What happened in Rayer Bazar in 1971? Who were the killers and who were killed? Weren't the killer’s pioneers of Islamic fascism of twentieth century, members of death squads like Al-Badr and Al-Shams and Jamaat-i-Islami? Weren't those evil forces supported and patronized by Pakistani military junta of 1971?
The following excerpt from a book on genocide in Bangladesh will take us back to a different space and time. To the killing field located in the outskirts of Bangladeshi capital Dhaka in the year 1971.
After the surrender of the Pakistan army on December 16, the mass graves at Mirpur and Mohammadpur were unearthed to reveal the corpses of the dead sons and daughters of Bangladesh. Accounts of the discovery shocked and horrified the entire world.
MASS GRAVES: AN EYEWITTNESS ACCOUNT
Hamida Rahman, in her article "Katasurer Baddhabhumi" (The Mass Grave at Katasur), describes her visit to Rayer Bazar.
I soon came upon two huge bodies the noses had been cut off, the ears too. It seemed as if someone had torn away pieces of flesh from near their mouths. Their hands and feet were tied. The corpses had lain there for two days because they hadn't been identified. I cannot forget the distorted, mutilated faces of those two tall, fair men. Afterwards the people of that area buried the bodies where they lay.
A few steps ahead, at the foot of a mound of earth, lay a woman's corpse. The woman's eyes had been tied. The gamchha (towel) with which her eyes had been tied was still lying there. She was wearing a black Dhakai sari. On one foot she had on a sock. There was nothing left of her face. It seemed as if someone had torn and cut away the flesh so that she would not be recognized. The woman was fair and slightly plump. One breast had been cut off. The corpse was lying on its back. I could not stand the sight of that horrible, featureless face for very long. I could not recognize her. Afterwards she was identified as Selina Parveen, Editor of Shilalipi. When her relatives heard the news, they came in the evening and took her body away.

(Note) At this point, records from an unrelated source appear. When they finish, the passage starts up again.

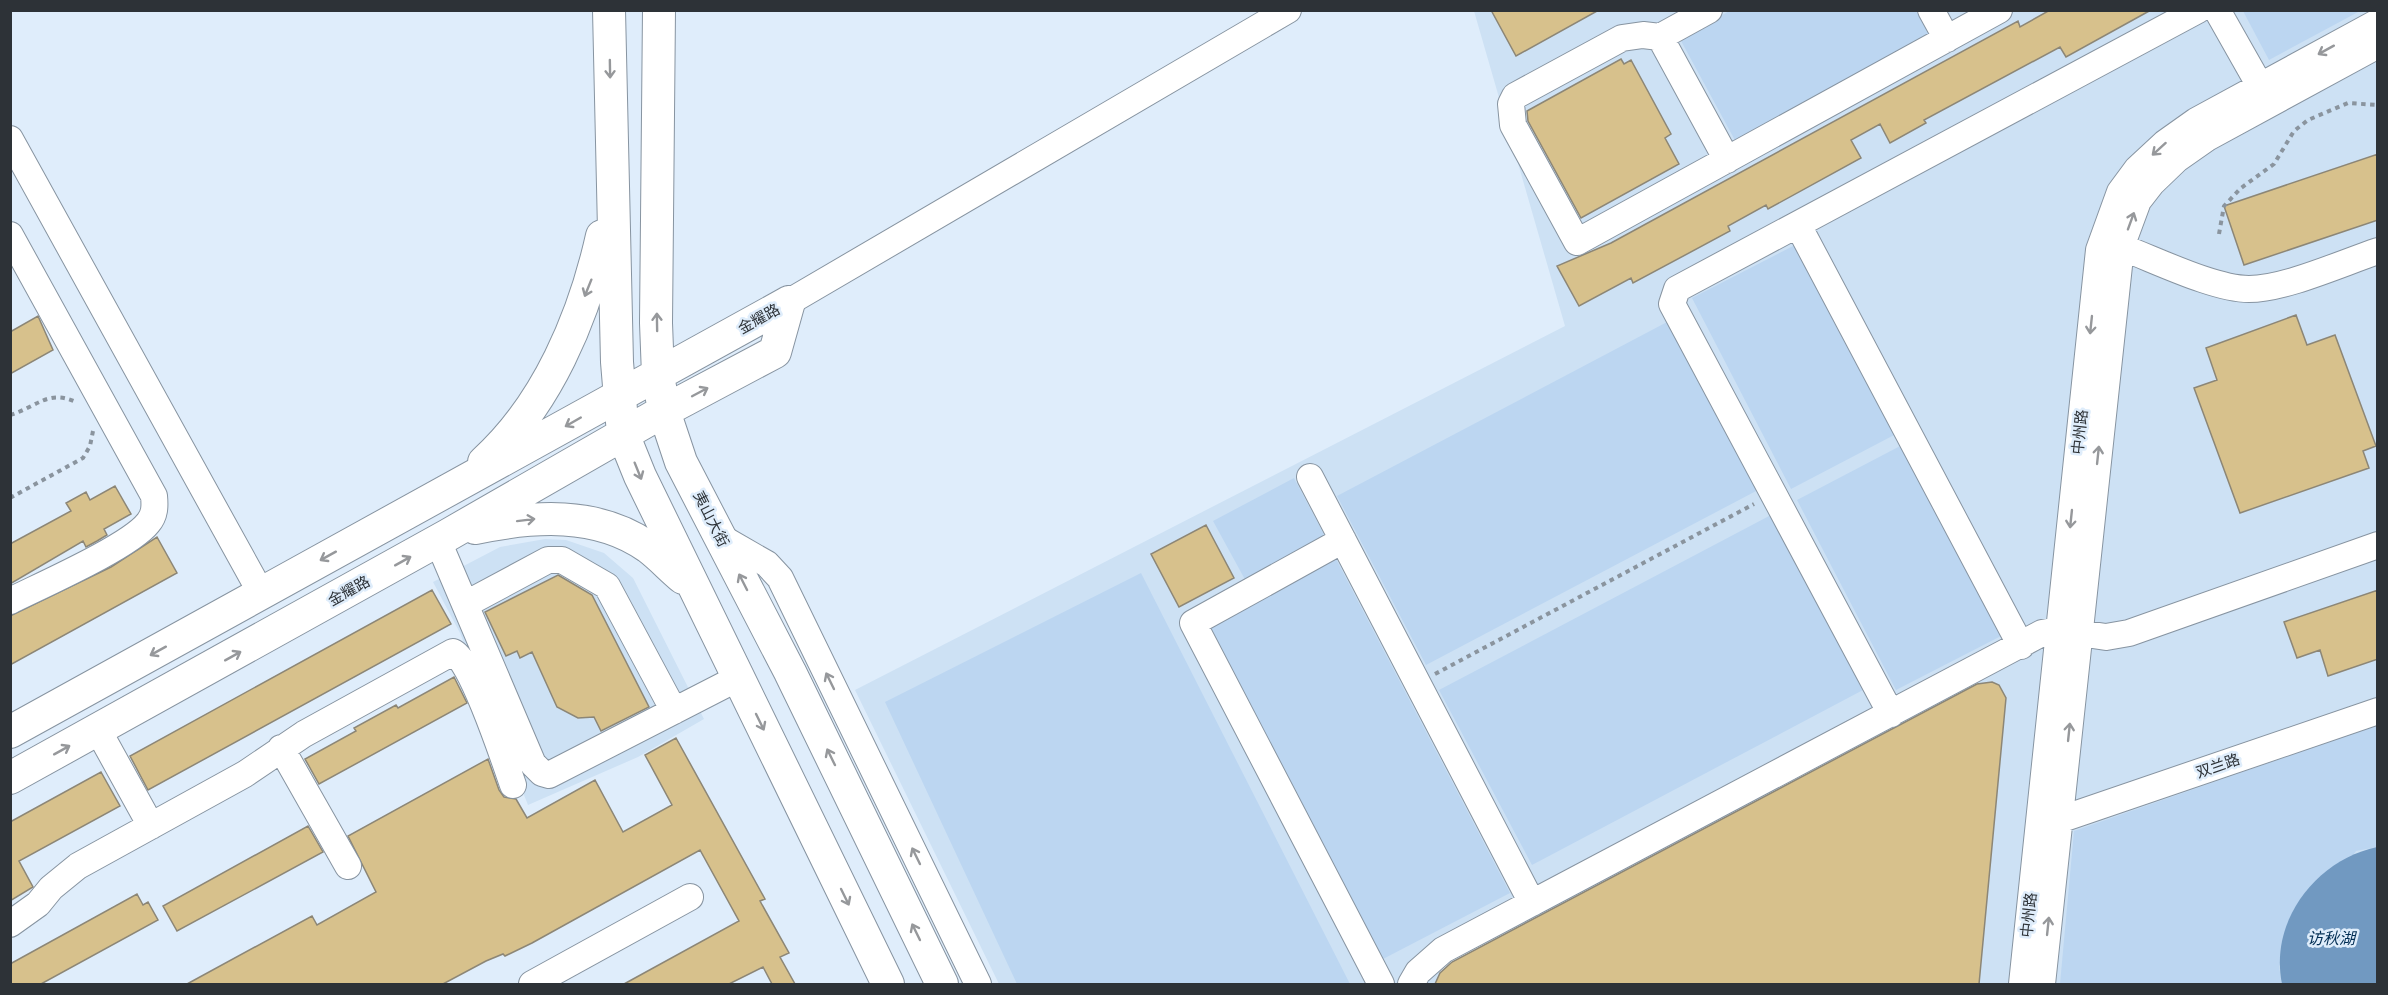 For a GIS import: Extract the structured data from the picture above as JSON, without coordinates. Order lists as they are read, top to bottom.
{
  "streets": {
    "main road": ["金耀路", "夷山大街"],
    "street": ["中州路", "双兰路"]
  },
  "crossings": [
    ["金耀路", "夷山大街"],
    ["中州路", "双兰路"]
  ],
  "water": ["访秋湖"]
}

Proceeding a little farther, I came upon a skeleton with a little flesh still clinging to its legs and to its rib cage. Perhaps crows and vultures had eaten the flesh. The long hair attached to the skull, matted with dirt and mud, bore silent witness that this corpse had once been a woman.
Ahead of me l saw a group of people standing on a raised portion of land, looking down at something. As I reached them, one of them reached out a hand and pulled me up beside them. Looking down at the swamp in front, I saw a horrible sight. There weren't just one or two corpses there; there were twelve or thirteen bodies of what had once been twelve or thirteen healthy, strapping men. They were lying there, one after the other. Next to this group of bodies lay the corpses of two men; the heart had been torn out from one of the bodies. This body was that of Dr. Rabbi.

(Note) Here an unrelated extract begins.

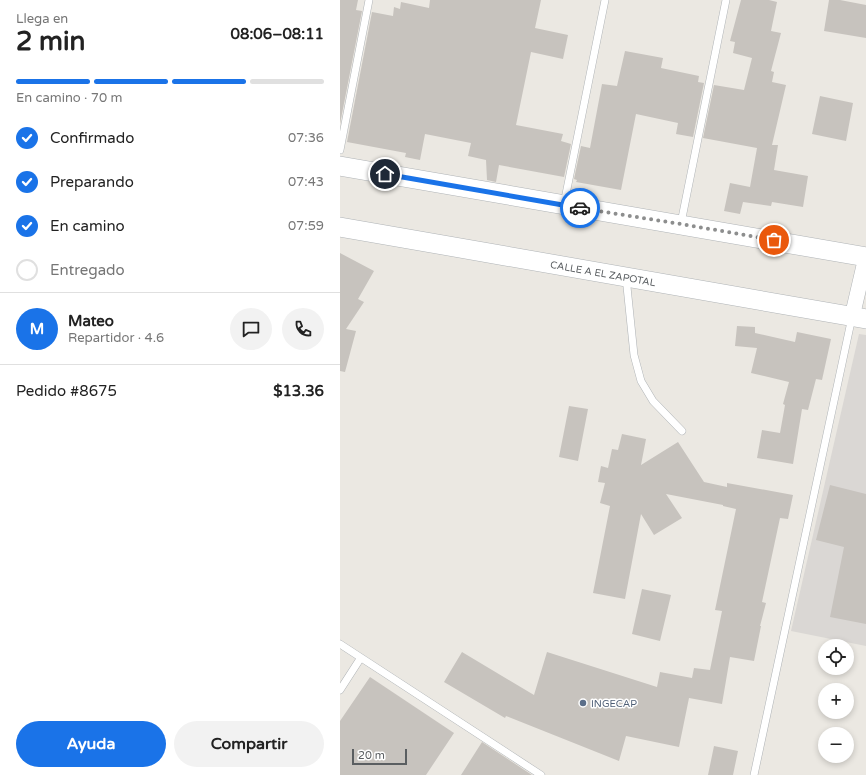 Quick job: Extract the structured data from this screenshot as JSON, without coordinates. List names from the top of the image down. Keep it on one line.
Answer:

On a nearby stack were the bodies of Yakub Ali, chairman of the Ramna Union, and Sirajuddin Hossain of the Ittefaq. Someone next to me said that Munier Chowdhury's body had also been found here. Kabir Chowdhury had come in the morning and identified the body.
I was there for about an hour. I could not come away. One by one people kept on coming. Dr. Rabbi's corpse seemed still fresh. His killers had torn away his heart. They knew that he was a cardiologist that is why they had torn out his heart. His eyes had been tied, and he had fallen down. It seemed as if someone had pushed him into the ditch. The legs still seemed to belong to a living man. His face had been scratched and torn by the nails of his killers.
An eye doctor of the calibre of Dr. Aleem Chowdhury will not be produced in one day; a journalist and writer of the calibre of Shahidullah Kaiser will not be created in one day either. That such a brutal killing would be committed on the very day that we got our independence was something no one would ever have believed.
Field after field, mound after mound, marsh after marsh yielded corpse after corpse, silent witnesses to the countless numbers who had been brought here to be killed .
The above gory details are testament to the brutality of Islamic fascists who terrorized the freedom-loving Bangladeshis for most of the nine months of 1971. Incredible as it may sound, today, two of the ring leaders who were directly responsible for committing such heinous crime are notable ministers of Bangladesh government. And as I said already, the war criminals do not pose any direct threat to U.S. interest. So, their presence in Khaleda Zia's cabinet does not seem to be an eyesore to western democracies. But, deeper assessment of Islamist politics in South Asian region may portray a disturbing picture. Khalid Duran in his analytical essay on Islamic terrorist network identified Jamaat-i-Islami of Pakistan as a strong patron of the shadowy forces of Taliban and al-Qaeda. It goes without saying Jamaat-i-Islami parties of Pakistan and Bangladesh are inter-linked on a historical premise. Also, the close connection between Jamaat-i-Islami and most other anti-Western Islamic outfits in Pakistan is an open secret now. As U.S. led coalition started to eradicate terror network from Afghanistan, Jamaat-i-Islami joined all other Islamic fundamentalist forces to indulge in anti-U.S. agitation on the streets. What is good for geese is also good for gender. The same scenario occurred in Pakistan and Bangladesh.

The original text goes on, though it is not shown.